Our second New England holiday to Massachusetts took us to another house on stilts on the beach at Mattapoisett, west of Cape Cod - we'd originally been warned of Cape Cod in heaving August.
Mattapoisett is utterly laid-back; its inn, built in 1799, claims to be the oldest seaside inn in the US; Moby Dick author Herman Melville sailed on the maiden voyage of the whaler, Acushnet, built there in 1840. There's still an old-fashioned air about the town, with square dances on the waterfront every weekend, and children's and teens' evenings every Thursday, with not a drop of alcohol in sight.
As a base for sightseeing, Mattapoisett proved unparalleled.
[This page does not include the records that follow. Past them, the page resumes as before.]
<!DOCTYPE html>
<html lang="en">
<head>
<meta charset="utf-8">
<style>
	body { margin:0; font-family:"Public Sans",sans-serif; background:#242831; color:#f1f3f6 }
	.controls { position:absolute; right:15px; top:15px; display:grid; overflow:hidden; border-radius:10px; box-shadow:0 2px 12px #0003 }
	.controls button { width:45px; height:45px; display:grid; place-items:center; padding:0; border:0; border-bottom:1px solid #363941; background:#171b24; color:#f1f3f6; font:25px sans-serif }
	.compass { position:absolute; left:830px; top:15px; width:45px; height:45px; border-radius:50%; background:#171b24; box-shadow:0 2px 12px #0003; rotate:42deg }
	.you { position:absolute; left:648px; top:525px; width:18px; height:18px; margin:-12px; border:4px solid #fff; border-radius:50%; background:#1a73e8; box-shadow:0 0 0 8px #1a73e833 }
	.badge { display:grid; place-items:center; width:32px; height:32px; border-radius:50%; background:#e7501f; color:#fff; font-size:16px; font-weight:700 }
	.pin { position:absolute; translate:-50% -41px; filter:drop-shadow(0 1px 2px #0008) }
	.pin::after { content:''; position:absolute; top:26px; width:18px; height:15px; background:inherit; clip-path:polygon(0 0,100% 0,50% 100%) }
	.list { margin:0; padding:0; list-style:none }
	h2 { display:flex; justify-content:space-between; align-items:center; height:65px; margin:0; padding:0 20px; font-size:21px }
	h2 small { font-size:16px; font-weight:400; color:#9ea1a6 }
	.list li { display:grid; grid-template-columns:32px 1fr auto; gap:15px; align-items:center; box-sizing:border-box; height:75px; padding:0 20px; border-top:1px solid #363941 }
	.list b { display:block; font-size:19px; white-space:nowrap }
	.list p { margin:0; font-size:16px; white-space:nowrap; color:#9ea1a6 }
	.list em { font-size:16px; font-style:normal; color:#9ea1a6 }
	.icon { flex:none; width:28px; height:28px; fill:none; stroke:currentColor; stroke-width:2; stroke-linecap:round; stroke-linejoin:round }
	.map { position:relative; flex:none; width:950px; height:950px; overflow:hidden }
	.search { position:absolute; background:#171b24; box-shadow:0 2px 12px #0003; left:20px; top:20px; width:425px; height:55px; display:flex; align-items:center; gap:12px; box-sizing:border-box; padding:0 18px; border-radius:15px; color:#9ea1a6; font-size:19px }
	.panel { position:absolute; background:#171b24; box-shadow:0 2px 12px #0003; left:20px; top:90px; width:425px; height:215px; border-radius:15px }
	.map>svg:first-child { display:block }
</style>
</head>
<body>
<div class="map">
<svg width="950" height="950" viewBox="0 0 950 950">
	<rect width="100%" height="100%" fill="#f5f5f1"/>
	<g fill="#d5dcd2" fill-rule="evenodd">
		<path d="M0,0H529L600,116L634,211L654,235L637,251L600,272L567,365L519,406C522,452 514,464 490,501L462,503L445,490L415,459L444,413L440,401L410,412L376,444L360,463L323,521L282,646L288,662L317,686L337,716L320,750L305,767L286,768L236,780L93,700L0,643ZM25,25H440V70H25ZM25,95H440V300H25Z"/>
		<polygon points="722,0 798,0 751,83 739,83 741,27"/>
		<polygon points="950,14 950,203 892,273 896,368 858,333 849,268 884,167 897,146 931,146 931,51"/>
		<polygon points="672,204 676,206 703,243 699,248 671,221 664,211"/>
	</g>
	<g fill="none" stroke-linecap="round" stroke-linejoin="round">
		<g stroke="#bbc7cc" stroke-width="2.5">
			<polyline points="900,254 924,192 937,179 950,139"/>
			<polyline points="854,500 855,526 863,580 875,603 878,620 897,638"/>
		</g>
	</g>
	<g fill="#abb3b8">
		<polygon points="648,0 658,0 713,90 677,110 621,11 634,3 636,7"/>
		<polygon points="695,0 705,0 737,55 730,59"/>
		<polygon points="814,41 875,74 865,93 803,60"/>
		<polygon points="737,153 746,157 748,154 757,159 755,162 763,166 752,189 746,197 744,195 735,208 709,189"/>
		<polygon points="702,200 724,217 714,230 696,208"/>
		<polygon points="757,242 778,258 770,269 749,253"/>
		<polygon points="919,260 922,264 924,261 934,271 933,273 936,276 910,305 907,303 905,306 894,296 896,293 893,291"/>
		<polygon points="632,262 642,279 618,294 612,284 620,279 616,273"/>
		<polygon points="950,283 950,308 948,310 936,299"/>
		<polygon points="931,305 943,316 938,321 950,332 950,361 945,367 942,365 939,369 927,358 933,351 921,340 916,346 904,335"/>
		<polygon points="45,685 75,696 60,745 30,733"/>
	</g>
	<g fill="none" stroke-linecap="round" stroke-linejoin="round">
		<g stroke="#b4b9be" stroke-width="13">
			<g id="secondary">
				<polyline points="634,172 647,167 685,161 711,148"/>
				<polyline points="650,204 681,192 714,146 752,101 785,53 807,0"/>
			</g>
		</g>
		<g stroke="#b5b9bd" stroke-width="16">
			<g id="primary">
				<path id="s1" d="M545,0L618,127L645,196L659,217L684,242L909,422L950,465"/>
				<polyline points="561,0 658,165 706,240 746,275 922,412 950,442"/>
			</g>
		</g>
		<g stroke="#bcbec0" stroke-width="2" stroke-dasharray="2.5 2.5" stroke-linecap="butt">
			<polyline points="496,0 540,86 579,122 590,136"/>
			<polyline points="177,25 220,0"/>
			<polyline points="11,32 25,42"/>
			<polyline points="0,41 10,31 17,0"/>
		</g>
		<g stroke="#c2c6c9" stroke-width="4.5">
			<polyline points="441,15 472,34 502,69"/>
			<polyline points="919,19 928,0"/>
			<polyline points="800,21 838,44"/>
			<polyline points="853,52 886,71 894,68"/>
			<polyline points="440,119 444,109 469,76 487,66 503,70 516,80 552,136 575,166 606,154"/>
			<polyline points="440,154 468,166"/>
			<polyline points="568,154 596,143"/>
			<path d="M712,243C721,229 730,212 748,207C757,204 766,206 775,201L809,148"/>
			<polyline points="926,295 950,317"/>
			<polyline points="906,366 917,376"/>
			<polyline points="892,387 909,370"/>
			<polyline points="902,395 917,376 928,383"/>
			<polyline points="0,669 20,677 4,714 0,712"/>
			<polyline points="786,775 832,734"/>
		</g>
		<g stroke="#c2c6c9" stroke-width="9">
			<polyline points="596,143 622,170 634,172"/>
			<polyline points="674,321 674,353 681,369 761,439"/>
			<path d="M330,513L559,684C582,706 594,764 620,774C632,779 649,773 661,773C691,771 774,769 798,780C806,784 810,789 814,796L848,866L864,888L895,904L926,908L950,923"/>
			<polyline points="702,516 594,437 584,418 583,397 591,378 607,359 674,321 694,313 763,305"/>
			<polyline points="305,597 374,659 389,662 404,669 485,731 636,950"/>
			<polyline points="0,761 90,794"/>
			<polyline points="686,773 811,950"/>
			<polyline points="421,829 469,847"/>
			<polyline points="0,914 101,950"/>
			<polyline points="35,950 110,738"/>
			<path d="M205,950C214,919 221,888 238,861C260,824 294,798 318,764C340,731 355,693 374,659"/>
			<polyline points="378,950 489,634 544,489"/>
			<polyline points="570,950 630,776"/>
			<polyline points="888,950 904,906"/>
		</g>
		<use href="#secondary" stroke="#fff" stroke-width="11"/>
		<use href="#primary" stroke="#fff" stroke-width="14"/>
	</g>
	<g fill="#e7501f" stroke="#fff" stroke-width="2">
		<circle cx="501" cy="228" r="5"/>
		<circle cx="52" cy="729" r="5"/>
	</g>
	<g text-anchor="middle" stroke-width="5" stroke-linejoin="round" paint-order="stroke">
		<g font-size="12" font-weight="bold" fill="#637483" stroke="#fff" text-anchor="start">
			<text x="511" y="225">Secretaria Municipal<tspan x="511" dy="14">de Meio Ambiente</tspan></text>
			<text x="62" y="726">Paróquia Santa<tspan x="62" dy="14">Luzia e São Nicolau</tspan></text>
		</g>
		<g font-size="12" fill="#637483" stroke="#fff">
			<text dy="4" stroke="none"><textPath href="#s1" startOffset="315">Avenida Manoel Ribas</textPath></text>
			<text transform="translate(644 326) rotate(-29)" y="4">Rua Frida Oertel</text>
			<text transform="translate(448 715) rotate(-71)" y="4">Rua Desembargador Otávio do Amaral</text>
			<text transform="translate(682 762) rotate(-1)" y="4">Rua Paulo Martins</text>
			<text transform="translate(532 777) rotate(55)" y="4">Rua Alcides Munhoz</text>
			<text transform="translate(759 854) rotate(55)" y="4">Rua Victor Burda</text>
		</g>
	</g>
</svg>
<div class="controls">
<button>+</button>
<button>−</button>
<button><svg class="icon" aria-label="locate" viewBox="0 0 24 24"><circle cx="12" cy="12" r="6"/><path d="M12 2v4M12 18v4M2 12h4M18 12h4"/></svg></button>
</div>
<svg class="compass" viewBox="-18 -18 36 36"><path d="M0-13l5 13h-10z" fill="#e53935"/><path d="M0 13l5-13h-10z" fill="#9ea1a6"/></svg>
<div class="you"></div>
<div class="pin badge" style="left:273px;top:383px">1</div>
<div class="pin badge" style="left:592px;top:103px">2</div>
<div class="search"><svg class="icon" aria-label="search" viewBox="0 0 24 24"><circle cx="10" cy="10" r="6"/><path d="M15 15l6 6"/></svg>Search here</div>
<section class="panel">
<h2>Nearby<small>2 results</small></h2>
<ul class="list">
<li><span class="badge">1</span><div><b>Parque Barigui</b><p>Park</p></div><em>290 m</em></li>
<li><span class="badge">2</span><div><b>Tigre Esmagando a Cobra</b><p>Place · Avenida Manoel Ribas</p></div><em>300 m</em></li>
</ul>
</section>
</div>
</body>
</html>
We caught the ferry to Martha's Vineyard, hired bikes to tour the island, and took a magical whalewatching day out from Cape Cod. Our attempt to inculcate culture met with a less than enthusiastic response at the Mayflower replica ship and Plimouth Plantation, where performers tried to tempt our stony- faced sons to re-enact the pilgrims' experience - they much preferred the low-key historical approach at former whaling centre, New Bedford, and fell for Newport, Rhode Island in a big way.
These and similar cottages can be rented until the end of October, with September and October the prime season for the "leaf peepers", who come to see the Fall and its foliage fireworks. A family of four could expect to pay between pounds 3,800 and pounds 5,000 for flights, a fortnight's accommodation, car hire and insurance, personal insurance and a night's hotel stay in Boston.